Dataset excerpts
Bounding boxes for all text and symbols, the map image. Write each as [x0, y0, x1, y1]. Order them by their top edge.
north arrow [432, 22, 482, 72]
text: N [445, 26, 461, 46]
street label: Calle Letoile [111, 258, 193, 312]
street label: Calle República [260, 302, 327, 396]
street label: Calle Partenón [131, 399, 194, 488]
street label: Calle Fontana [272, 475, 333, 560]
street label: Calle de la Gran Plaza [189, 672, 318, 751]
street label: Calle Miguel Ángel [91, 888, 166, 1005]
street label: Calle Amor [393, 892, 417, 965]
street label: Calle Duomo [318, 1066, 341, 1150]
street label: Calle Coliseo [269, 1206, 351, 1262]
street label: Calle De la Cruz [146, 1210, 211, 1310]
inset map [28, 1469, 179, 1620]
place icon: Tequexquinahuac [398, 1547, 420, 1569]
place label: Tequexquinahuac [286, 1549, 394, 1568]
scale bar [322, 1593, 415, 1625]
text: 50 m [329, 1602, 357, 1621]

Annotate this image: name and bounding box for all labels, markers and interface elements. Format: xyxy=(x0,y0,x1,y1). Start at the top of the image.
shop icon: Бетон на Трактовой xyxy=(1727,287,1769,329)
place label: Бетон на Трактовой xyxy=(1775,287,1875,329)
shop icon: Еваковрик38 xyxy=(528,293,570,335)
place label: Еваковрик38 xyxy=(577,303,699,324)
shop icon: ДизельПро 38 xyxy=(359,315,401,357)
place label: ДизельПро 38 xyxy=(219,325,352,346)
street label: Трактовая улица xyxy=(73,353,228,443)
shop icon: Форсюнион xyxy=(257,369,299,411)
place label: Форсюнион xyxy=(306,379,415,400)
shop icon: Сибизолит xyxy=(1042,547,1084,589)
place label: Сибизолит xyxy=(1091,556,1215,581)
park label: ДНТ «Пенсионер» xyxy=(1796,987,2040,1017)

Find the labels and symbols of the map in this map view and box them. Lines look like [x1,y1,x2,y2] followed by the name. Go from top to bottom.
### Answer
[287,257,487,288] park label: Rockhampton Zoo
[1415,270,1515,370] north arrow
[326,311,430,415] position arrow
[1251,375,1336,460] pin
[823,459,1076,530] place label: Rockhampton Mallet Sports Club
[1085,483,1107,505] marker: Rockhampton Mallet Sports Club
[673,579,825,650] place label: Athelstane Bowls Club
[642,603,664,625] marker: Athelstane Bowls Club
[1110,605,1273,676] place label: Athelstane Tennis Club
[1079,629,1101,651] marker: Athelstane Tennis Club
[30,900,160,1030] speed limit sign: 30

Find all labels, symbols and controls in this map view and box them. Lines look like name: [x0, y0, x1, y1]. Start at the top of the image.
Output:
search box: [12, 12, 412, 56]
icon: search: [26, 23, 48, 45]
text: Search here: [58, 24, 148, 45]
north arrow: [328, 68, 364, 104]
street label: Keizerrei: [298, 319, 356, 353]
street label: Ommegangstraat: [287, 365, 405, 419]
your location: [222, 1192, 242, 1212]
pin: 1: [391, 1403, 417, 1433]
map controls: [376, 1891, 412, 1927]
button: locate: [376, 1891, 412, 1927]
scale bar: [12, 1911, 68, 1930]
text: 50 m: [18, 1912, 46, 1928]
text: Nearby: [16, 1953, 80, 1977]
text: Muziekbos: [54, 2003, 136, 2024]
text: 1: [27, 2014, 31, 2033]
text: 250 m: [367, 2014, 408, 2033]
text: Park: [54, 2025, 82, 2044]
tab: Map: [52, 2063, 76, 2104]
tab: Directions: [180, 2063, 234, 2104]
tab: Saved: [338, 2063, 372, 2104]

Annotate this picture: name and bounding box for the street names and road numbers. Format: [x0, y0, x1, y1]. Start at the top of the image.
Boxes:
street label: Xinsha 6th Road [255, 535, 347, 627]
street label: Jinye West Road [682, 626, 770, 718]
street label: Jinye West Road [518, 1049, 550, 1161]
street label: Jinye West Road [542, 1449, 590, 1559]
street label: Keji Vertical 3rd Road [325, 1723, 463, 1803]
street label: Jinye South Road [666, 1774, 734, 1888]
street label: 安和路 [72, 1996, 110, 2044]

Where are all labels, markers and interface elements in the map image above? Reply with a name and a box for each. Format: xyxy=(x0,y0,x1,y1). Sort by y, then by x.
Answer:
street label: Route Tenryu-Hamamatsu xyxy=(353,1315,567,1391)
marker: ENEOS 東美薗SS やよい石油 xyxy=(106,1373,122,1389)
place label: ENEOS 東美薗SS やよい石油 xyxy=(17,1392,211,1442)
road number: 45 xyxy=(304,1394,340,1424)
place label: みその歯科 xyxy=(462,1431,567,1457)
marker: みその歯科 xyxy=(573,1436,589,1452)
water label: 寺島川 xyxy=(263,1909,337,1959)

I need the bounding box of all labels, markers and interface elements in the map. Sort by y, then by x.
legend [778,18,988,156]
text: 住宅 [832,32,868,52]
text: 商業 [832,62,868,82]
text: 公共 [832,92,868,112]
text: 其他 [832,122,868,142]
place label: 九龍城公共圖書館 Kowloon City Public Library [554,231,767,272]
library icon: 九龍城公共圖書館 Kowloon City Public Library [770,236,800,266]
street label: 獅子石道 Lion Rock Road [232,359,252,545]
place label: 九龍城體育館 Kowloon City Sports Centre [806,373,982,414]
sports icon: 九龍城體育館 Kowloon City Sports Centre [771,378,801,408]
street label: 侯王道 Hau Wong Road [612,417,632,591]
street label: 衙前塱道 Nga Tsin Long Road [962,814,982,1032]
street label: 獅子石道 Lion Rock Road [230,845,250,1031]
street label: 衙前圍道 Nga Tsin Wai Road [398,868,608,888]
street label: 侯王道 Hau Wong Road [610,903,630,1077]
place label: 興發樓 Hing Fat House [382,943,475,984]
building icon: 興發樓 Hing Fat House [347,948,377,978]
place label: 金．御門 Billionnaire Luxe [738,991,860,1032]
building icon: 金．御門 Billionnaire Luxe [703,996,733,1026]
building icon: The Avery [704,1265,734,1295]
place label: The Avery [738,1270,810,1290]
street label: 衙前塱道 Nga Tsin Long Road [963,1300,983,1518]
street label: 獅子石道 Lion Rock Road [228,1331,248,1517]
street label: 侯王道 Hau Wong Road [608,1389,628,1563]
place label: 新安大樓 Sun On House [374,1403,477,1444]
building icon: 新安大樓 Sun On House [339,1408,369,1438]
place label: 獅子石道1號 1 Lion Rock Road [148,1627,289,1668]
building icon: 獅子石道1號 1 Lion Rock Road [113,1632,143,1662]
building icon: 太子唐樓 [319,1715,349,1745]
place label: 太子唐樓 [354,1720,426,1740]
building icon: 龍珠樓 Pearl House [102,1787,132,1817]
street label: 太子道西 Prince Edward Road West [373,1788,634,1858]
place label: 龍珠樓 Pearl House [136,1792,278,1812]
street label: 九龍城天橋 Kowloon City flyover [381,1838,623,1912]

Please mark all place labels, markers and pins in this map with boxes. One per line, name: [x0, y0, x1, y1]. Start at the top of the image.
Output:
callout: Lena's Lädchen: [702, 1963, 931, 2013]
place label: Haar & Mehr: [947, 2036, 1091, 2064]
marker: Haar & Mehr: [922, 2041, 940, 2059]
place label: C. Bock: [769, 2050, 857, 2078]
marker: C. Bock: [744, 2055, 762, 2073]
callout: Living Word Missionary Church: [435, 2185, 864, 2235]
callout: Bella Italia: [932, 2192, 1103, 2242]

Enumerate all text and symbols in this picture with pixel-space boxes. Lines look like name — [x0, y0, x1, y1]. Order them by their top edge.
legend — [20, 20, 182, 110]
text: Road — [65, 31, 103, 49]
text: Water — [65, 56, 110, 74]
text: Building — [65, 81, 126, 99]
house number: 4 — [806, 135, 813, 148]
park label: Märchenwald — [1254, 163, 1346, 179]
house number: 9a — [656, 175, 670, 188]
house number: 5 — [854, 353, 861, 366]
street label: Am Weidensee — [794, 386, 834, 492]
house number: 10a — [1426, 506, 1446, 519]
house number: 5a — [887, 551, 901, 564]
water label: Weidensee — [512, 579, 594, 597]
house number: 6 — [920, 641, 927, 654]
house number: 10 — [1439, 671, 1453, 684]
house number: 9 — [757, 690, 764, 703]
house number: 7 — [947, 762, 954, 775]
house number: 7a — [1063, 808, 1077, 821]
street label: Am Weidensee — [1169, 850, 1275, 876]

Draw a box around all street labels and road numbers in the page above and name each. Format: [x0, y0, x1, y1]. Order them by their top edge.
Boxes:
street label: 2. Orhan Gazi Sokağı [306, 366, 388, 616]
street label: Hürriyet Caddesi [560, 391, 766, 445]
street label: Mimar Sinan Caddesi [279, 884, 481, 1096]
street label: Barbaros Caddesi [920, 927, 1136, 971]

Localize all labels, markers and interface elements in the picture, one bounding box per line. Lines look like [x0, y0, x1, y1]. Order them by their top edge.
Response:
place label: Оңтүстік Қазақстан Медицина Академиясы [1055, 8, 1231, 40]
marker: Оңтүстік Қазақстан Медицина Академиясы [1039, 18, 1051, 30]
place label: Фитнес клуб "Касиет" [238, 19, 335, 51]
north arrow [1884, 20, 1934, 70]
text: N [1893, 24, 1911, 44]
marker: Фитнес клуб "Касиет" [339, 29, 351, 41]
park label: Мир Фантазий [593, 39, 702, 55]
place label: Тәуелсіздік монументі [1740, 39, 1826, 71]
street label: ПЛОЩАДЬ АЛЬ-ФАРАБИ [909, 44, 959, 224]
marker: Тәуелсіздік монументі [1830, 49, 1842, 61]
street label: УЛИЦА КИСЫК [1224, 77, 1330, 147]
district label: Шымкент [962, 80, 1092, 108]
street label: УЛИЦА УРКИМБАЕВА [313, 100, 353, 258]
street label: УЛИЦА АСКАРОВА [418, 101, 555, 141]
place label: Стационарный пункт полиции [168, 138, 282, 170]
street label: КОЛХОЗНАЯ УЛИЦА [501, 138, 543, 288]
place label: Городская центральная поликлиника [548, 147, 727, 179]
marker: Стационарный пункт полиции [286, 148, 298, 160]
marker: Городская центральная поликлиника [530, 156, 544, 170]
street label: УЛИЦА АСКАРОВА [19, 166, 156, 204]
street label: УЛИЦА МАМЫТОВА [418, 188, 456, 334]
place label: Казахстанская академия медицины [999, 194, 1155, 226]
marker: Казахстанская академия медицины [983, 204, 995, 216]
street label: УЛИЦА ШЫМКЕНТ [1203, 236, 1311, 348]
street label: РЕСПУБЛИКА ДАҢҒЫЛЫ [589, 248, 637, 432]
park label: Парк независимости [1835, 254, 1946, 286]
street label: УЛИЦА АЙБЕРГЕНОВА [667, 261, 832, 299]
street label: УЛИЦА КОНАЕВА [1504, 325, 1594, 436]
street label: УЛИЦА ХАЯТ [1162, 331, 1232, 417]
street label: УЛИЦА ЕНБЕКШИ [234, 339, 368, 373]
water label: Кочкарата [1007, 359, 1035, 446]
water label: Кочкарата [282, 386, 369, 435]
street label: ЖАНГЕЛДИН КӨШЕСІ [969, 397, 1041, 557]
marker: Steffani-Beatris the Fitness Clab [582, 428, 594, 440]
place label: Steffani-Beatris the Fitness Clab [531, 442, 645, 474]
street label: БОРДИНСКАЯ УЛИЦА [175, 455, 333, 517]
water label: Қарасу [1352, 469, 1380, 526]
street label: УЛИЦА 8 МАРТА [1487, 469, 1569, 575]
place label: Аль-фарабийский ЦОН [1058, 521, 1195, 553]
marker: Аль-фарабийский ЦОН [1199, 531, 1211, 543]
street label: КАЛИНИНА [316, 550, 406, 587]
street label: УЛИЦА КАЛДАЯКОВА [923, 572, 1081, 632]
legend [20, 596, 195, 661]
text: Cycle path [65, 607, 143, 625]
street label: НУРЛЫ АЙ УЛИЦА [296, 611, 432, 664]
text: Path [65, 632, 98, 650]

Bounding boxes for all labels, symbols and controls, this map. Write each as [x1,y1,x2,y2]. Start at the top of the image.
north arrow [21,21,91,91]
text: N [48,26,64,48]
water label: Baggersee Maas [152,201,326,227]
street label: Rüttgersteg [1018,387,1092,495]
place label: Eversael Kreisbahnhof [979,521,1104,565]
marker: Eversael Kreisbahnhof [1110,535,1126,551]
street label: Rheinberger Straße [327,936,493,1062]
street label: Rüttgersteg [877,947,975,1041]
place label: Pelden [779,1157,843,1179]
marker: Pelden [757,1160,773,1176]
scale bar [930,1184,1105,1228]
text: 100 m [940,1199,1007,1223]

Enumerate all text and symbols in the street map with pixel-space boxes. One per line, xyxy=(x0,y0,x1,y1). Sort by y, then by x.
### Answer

■ Task prompt
Using the records above, restate word for word the lines from the one with "Annotate this image: name" through the one with "Find all labels, symbols", both included.

■ Solution below
Annotate this image: name and bounding box for all labels, markers and interface elements. Format: xyxy=(x0,y0,x1,y1). Start at the top of the image.
shop icon: Бетон на Трактовой xyxy=(1727,287,1769,329)
place label: Бетон на Трактовой xyxy=(1775,287,1875,329)
shop icon: Еваковрик38 xyxy=(528,293,570,335)
place label: Еваковрик38 xyxy=(577,303,699,324)
shop icon: ДизельПро 38 xyxy=(359,315,401,357)
place label: ДизельПро 38 xyxy=(219,325,352,346)
street label: Трактовая улица xyxy=(73,353,228,443)
shop icon: Форсюнион xyxy=(257,369,299,411)
place label: Форсюнион xyxy=(306,379,415,400)
shop icon: Сибизолит xyxy=(1042,547,1084,589)
place label: Сибизолит xyxy=(1091,556,1215,581)
park label: ДНТ «Пенсионер» xyxy=(1796,987,2040,1017)

Find the labels and symbols of the map in this map view and box them. Lines look like [x1,y1,x2,y2] followed by the name. Go from top to bottom.
### Answer
[287,257,487,288] park label: Rockhampton Zoo
[1415,270,1515,370] north arrow
[326,311,430,415] position arrow
[1251,375,1336,460] pin
[823,459,1076,530] place label: Rockhampton Mallet Sports Club
[1085,483,1107,505] marker: Rockhampton Mallet Sports Club
[673,579,825,650] place label: Athelstane Bowls Club
[642,603,664,625] marker: Athelstane Bowls Club
[1110,605,1273,676] place label: Athelstane Tennis Club
[1079,629,1101,651] marker: Athelstane Tennis Club
[30,900,160,1030] speed limit sign: 30

Find all labels, symbols and controls in this map view and box them. Lines look like name: [x0, y0, x1, y1]. Start at the top of the image.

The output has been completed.